ALTER TABLE t2 DROP FOREIGN KEY `t2_ibfk_1`;
ALTER TABLE t1 modify id int unsigned;
ALTER TABLE t1 drop primary key;
ALTER TABLE t1 modify id int unsigned null;
INSERT INTO t1 (id, x) values (NULL, 'h');
ALTER TABLE t1 add constraint uid unique (id);
ALTER TABLE t2 add constraint fid foreign key (id) references t1(id);

/* Now what if we do a FULL OUTER JOIN? */
SELECT * FROM t1 FULL OUTER JOIN t2 USING (id);

/* Hmm, we get a syntax error.  This is because MariaDB/MySQL do not support
full outer join. */

/* (Q16) How can we do an OUTER JOIN in MariaDB/MySQL? */

/* We can do an OUTER JOIN using a UNION ALL, like this: */
(SELECT * FROM t1 LEFT JOIN t2 USING (id)) UNION ALL
(SELECT * FROM t1 RIGHT JOIN t2 USING (id) WHERE t1.id IS NULL)
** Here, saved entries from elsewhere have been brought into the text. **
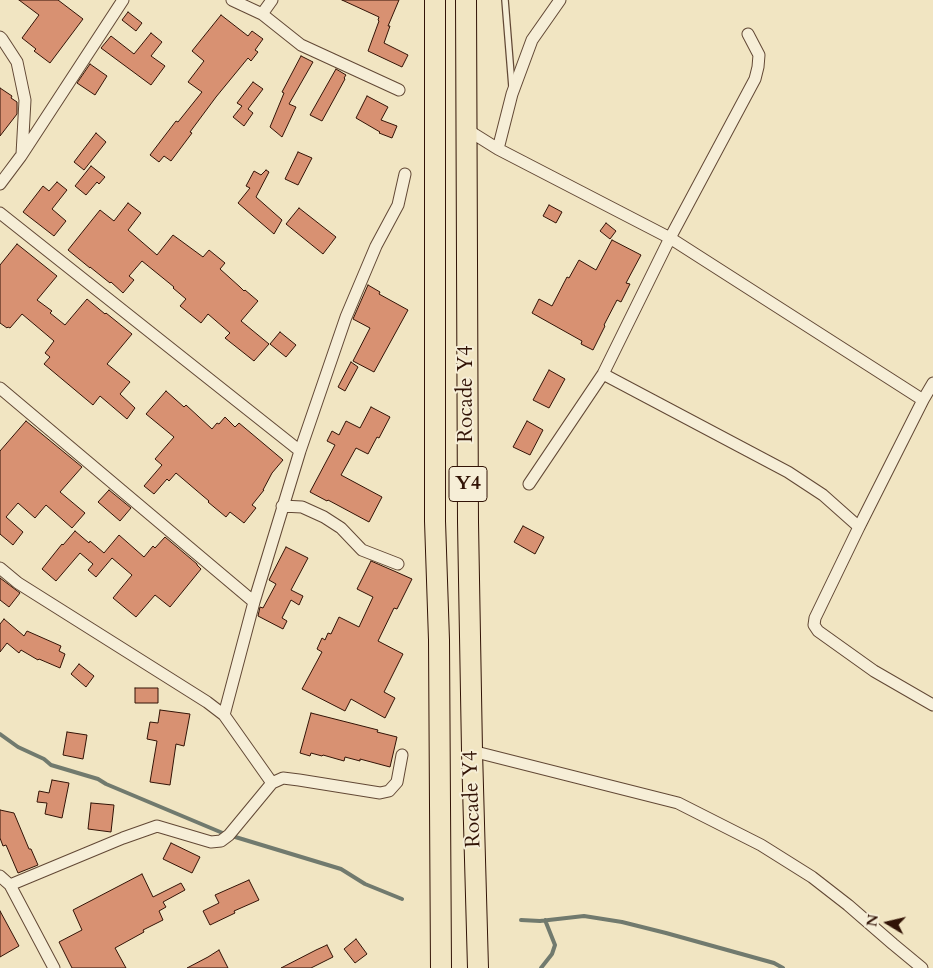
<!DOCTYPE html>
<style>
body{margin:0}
#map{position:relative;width:933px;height:968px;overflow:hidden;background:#f1e5c2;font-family:Cardo,serif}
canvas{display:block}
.north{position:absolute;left:863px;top:898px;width:50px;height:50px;-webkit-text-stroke:4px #f6eed7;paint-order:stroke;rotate:279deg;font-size:14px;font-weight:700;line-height:20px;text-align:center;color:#321306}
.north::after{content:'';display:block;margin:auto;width:18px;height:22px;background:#321306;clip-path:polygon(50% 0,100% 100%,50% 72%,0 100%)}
</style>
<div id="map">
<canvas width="933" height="968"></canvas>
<div class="north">N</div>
</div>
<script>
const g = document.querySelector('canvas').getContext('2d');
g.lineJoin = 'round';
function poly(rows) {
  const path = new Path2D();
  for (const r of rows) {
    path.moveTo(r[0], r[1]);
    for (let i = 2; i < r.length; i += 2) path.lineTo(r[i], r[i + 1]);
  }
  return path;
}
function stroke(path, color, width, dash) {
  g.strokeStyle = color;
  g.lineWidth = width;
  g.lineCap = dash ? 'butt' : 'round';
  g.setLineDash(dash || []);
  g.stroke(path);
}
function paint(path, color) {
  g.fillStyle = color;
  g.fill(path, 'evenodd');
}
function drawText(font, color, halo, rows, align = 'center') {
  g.font = font + ' Cardo,serif';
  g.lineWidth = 4;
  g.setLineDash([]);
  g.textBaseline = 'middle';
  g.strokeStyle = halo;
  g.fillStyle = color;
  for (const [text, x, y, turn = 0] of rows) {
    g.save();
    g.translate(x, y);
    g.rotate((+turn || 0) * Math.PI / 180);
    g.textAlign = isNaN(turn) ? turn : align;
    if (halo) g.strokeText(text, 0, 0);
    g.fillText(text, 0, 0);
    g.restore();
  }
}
stroke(poly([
 [0,734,18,747,44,759,51,765,98,779,106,784,225,834],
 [232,836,341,869,365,884,402,899],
 [521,920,540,921,584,916,622,922,666,933,774,963,783,968],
 [541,968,552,954,555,945,545,920]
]), '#717a6e', 4);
const building = poly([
 [19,0,58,0,83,19,50,63,34,51,36,49,22,38,39,15,19,0],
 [342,0,399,0,388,26,390,26,384,43,408,55,402,67,368,51,379,21,378,20,379,17,342,0],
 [128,12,142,23,136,31,122,20,128,12],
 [221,15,248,36,252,31,263,39,255,50,258,52,251,61,248,58,216,97,190,132,192,133,171,161,164,156,159,162,150,155,176,121,178,122,202,92,188,82,204,61,192,51,221,15],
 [151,33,162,42,151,56,165,66,151,85,101,48,111,36,134,54,151,33],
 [301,56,313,62,289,104,296,107,282,137,270,127,284,93,282,92,301,56],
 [90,64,107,76,95,95,77,83,90,64],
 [336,69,346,75,344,78,345,79,322,121,310,115,336,69],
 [253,82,263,89,248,109,253,113,244,126,233,117,242,106,237,103,253,82],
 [0,88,12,96,11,98,17,102,17,114,0,136,0,88],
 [367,96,388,107,381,120,397,126,392,138,379,133,380,132,356,118,367,96],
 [96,133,106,142,84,170,74,162,96,133],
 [298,152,312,158,298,185,285,179,298,152],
 [91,166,105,177,99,184,97,182,86,195,75,186,91,166],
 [266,170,269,172,256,197,282,220,274,234,238,203,250,188,246,186,254,171,261,175,266,170],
 [57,182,67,190,52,209,66,221,54,236,23,212,43,186,49,191,57,182],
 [128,203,141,213,128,230,157,255,173,235,203,257,209,250,225,263,220,269,240,287,244,291,245,290,258,301,241,321,269,344,254,361,225,338,230,333,208,314,201,323,180,306,186,299,173,288,174,287,142,261,129,276,134,280,123,293,111,282,110,283,90,267,90,268,68,250,100,210,114,221,128,203],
 [549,205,562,212,556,223,543,216,549,205],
 [299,208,336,237,323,254,286,224,299,208],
 [606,223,616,231,610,239,600,231,606,223],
 [612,240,641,255,626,283,630,284,621,302,617,300,604,325,605,326,593,350,581,344,582,341,532,313,539,299,552,306,567,277,569,278,579,260,596,270,612,240],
 [17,244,57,276,37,300,52,311,50,313,65,325,87,299,105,314,106,313,132,334,107,364,130,382,120,394,135,408,127,419,100,396,93,405,44,364,50,357,45,353,54,341,22,314,10,328,8,327,7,328,0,323,0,265,17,244],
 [368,285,380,292,379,294,408,310,374,372,353,361,370,328,353,319,368,285],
 [280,332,296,345,286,357,270,344,280,332],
 [351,362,358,367,345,391,338,387,351,362],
 [549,370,565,379,549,408,533,400,549,370],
 [166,391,184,407,186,405,212,429,217,423,219,424,225,417,235,427,239,423,283,460,272,473,263,490,264,490,252,505,256,508,244,523,230,512,226,517,208,502,209,501,203,496,176,473,169,481,167,479,154,494,144,486,162,465,155,459,174,437,146,414,166,391],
 [371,407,390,417,379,438,377,437,368,454,356,448,341,475,382,497,369,522,328,500,327,501,310,492,335,445,327,441,332,431,339,435,346,421,360,428,371,407],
 [26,421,82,467,60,492,85,513,72,528,46,505,35,518,18,503,6,517,23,532,13,545,0,534,0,451,26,421],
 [527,421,543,430,530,455,513,447,527,421],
 [109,490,131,508,120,521,98,502,109,490],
 [523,526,544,537,535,554,514,542,523,526],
 [75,531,89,543,90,541,104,553,119,535,144,557,153,546,155,548,165,537,197,564,197,565,201,569,170,607,155,595,136,617,113,598,132,575,112,558,96,577,88,570,93,564,80,553,56,581,42,569,62,544,63,545,75,531],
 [286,547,308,558,291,590,303,596,299,605,291,600,282,618,287,621,283,629,258,616,260,607,263,608,276,584,269,580,286,547],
 [371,561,394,571,412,579,397,609,394,608,378,641,403,654,384,692,395,698,385,718,351,699,345,711,302,689,322,652,317,649,322,638,325,640,328,633,331,634,339,617,359,627,373,597,357,589,371,561],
 [0,578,20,593,9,607,0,600,0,578],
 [4,619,24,636,27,631,61,646,59,651,65,654,60,668,39,659,38,660,21,650,19,653,7,643,0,652,0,624,4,619],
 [79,664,94,676,86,687,71,674,79,664],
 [135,688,158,688,158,703,135,703,135,688],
 [160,710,190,714,184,746,176,744,170,785,150,782,157,741,147,739,150,722,158,723,160,710],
 [311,713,378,730,377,732,397,737,390,767,360,759,360,761,345,757,344,761,323,755,322,756,311,753,310,756,300,753,311,713],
 [67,732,87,735,83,759,63,755,67,732],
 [52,780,69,783,62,818,45,814,47,803,37,802,39,791,49,793,52,780],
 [91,803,114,805,111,832,88,829,91,803],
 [0,810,14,813,29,849,31,849,38,865,18,873,6,845,3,846,0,838,0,810],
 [171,843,200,857,192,873,163,859,171,843],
 [142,874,153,897,181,883,185,890,163,902,166,907,159,911,163,920,143,930,144,932,115,948,126,968,72,968,59,942,82,930,73,910,142,874],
 [249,880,259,900,234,911,235,913,210,925,203,911,219,903,215,895,249,880],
 [0,911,19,946,0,957,0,911],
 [356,939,367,954,355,963,344,949,356,939],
 [327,945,333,957,311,968,281,968,316,950,327,945],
 [219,950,228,968,187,968,208,957,219,950]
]);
paint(building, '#d89172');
stroke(building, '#321306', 1);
const service = poly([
 [505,0,512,87]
]);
const minor = poly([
 [232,0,262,14,301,45,399,90],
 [262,14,272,0],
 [0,37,2,39,17,62,25,100,22,154],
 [466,129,498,149,670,238,923,400],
 [498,149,512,94,532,40,560,0],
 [0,184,21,156,123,0],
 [0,213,300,451],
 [603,374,788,472,823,495,859,527,923,400,933,383],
 [0,388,254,602],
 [529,484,603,374,670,238,755,79,758,67,759,55,748,34],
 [282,506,302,507,324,517,341,528,362,550,398,564],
 [859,527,815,618,814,625,818,631,874,671,933,705],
 [0,568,18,583,207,702,224,715,272,783],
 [224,715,254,602,300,451,346,317,376,246,398,205,405,174],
 [472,751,678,803,761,845,812,877,848,905,893,944,922,968],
 [0,876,10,885,123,838,157,826,211,842,221,841,229,835,272,783,283,778,299,780,380,793,389,791,397,782,402,755],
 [10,885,54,968]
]);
const trunk = poly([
 [435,0,435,521,439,640,441,968],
 [466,0,468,522,472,751,478,968]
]);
stroke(service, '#624835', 8);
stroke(minor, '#624835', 13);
stroke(trunk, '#321306', 22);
stroke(service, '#f6eed7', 5.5);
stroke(minor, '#f6eed7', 11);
stroke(trunk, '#f1e5c2', 20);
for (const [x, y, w] of [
 [468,484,38]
]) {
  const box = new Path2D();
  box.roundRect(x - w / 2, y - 17.5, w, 35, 4);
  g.fillStyle = '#f6eed7';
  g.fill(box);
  stroke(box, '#321306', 1);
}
drawText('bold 20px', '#321306', null, [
 ["Y4",468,484]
]);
drawText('21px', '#321306', '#f6eed7', [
 ["Rocade Y4",467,394,-90],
 ["Rocade Y4",473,799,-92]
]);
</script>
/* (Q17) Is it permissible to do an equijoin on two non-key columns? */

/* To test this idea, let's update t1 so that there is a common joining value
'd' in the 'x' column */
update t1 set x='d' where x='h';

/* Now let's try to do an inner join. Does it work? */
select * from t1 inner join t2 on t1.x = t2.x;

/* (Q18) So would using a "UNION" really give us an outer join? */

/* To test this, let's update t1 so that it has a duplicate row: (primary key is
dropped so we can do this): */
insert into t1 (id, x) values (NULL, 'd');

/* What happens when we run this query?  Is it a true outer join? */
(SELECT * FROM t1 LEFT JOIN t2 USING (id)) UNION
(SELECT * FROM t1 RIGHT JOIN t2 USING (id) WHERE t1.id IS NULL)

/* Compare to the original UNION ALL approach: */
(SELECT * FROM t1 LEFT JOIN t2 USING (id)) UNION ALL
(SELECT * FROM t1 RIGHT JOIN t2 USING (id) WHERE t1.id IS NULL)


/* WITH statement */

/* Let's reconstitute the employee and department tables from class session 6: */
drop table if exists employee;
drop table if exists department;

CREATE TABLE department (
       Dnumber INT UNSIGNED NOT NULL AUTO_INCREMENT,
       PRIMARY KEY (Dnumber)
);       
     
CREATE TABLE employee (
       Eid INT UNSIGNED NOT NULL AUTO_INCREMENT,  /* employee ID */
       Dno INT NOT NULL DEFAULT 1,               /* num. of dept. that they work in */
       salary decimal(9,2),
       PRIMARY KEY (Eid)                          /* designate Eid as primary key */
);     

/* (Q19) Suppose we are asked to generate a list of employees that are making more
than 40k and that are from "big" departments (> 5 employees in the department). 
E&N recommend using a query with a WITH statement: */
WITH (BIGDEPTS (Dno) AS (SELECT (Dno FROM employee group by Dno HAVING COUNT(*)
> 5) SELECT Dno, COUNT(*) FROM employee WHERE salary > 40000 AND Dno IN BIGDEPTS
GROUP BY Dno;

/* MariaDB 10.1.22 doesn't have WITH. Can you do it using a nested SELECT
statement without a WITH? */
select Dno,count(*) from employee where salary>40000 and Dno in (select Dno from
employee group by Dno having count(*) > 5) group by Dno;

/* Can we rewrite a non-recursive CTE query as an ugly nested SELECT query? */

/*   - first need to set up the table */
drop table if exists employees;
create table employees (name VARCHAR(256), country VARCHAR(256), dept VARCHAR(64));
insert into employees values ('Tim Berners-Lee', 'Switzerland', 'Development'),
('Ole-Johan Dahl', 'Norway', 'Development'), ('Robin Milner', 'UK', 'Development'),
('Frances Allen', 'USA', 'Development'), ('Support Person', 'USA', 'Support'),
('Support Person 2', 'UK', 'Support');

/* Here is the nested SELECT query to replace the CTE query: */
select * from (select * from employees where dept in ('Development', 'Support'))
AS E1 where not exists (select 1 from (select * from employees where dept in
('Development', 'Support')) as E2 where E2.country=E1.country and E2.name <>
E1.name);


/* How would you define a view called RentalFrequencyReport based on this SQL
query (Q15) from the rental car database? */

CREATE VIEW RentalFrequencyReport AS SELECT customer.custName, car.model,
COUNT(*) FROM car, customer, rental, rentalCar WHERE customer.id = rental.custId
AND rentalCar.rentalId = rental.id AND car.id = rentalCar.carId GROUP BY
customer.custName, car.model;

SELECT * FROM RentalFrequencyReport;

/* Is this view updatable? */
SELECT TABLE_NAME, IS_UPDATABLE FROM INFORMATION_SCHEMA.VIEWS WHERE
TABLE_SCHEMA='cs340';